Nevertheless, a completely event sourced approach also leads to a huge amount of data that needs to be stored. Basically, all your data is duplicated. Thus, a smart compaction logic, allowing to set the retention period to a reasonable value without losing data, would be nice.
Another point is the scalability of our system in terms of integrating new systems. New third-party systems might need new interfaces. The seamless integration of the schemaverse ensures that we are not breaking any existing integrations by accidentally changing the message making it incompatible with existing systems.
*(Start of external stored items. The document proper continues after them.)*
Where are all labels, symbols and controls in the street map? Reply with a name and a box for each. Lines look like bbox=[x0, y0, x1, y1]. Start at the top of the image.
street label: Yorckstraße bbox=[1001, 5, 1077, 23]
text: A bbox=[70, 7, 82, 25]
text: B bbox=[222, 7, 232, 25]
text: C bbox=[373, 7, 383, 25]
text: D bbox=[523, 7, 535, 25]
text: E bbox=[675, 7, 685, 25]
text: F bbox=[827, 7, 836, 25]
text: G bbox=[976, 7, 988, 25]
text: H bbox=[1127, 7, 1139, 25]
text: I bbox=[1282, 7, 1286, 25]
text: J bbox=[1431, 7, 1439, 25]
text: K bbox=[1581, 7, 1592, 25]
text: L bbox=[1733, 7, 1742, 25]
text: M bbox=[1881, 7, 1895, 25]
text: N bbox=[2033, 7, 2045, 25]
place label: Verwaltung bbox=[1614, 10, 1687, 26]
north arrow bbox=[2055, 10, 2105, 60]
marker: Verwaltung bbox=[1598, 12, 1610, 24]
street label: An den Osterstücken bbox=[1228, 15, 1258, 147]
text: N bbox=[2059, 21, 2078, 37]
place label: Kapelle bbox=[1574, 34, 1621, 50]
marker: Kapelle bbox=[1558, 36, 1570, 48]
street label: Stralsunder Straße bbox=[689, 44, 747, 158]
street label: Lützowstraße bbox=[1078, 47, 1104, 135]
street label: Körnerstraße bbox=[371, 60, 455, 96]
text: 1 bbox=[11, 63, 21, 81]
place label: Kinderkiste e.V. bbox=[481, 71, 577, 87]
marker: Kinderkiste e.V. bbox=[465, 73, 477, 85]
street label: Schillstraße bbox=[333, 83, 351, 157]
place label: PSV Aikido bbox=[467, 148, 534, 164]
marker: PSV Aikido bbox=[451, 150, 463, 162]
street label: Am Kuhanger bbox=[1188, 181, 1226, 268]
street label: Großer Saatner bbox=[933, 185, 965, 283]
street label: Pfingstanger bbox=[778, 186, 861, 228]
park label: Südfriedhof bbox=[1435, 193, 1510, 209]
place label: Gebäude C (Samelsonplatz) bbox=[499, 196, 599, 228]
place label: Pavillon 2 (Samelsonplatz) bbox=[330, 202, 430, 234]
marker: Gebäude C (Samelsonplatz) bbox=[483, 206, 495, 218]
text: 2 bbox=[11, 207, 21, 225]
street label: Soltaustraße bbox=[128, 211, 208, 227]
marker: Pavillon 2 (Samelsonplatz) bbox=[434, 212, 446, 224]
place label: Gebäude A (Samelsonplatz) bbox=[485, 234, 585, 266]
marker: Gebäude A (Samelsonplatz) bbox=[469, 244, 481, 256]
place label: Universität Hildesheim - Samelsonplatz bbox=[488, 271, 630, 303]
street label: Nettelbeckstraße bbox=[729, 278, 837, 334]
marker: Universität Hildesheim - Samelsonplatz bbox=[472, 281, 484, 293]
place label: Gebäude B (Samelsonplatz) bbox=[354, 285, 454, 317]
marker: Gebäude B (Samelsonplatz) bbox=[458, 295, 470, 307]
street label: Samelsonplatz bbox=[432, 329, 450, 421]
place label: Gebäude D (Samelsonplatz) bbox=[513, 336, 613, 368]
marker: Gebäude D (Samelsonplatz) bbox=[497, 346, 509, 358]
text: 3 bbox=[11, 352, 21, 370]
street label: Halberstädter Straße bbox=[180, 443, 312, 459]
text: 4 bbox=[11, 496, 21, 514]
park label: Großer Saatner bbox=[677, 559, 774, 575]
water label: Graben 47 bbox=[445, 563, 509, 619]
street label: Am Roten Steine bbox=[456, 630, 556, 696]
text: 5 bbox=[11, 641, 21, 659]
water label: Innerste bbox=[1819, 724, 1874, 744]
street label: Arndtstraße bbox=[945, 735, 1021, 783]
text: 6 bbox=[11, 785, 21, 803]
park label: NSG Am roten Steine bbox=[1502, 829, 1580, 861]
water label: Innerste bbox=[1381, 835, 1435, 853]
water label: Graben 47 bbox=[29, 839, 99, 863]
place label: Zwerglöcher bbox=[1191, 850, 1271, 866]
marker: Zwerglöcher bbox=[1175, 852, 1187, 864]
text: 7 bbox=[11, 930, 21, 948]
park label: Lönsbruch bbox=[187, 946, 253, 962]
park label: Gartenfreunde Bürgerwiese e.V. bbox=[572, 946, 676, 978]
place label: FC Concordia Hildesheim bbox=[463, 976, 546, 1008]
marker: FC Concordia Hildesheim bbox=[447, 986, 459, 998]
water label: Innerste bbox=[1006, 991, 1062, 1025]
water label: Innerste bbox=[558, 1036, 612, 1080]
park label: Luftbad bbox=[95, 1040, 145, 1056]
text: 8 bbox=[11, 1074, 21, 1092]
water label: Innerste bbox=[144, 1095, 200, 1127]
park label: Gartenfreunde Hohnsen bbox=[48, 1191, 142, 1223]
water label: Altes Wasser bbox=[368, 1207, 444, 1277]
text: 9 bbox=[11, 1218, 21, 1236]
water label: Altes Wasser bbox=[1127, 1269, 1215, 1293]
At the same time, since Memphis allows versioning of schemas, the backward compatibility is ensured.
Overall we are currently running 12 Stations each having multiple consumer groups with multiple consumers on multi-node EKS cluster. Until now, we never experienced any issues with data loss. The extensive UI helps us to track the state of our memphis cluster in our daily work, pointing to dead messages and highlighting issues in the cluster.
The next steps on our roadmap are to include S3 buckets to persist messages and to improve our compaction logic, if possible by applying a native solution from Memphis.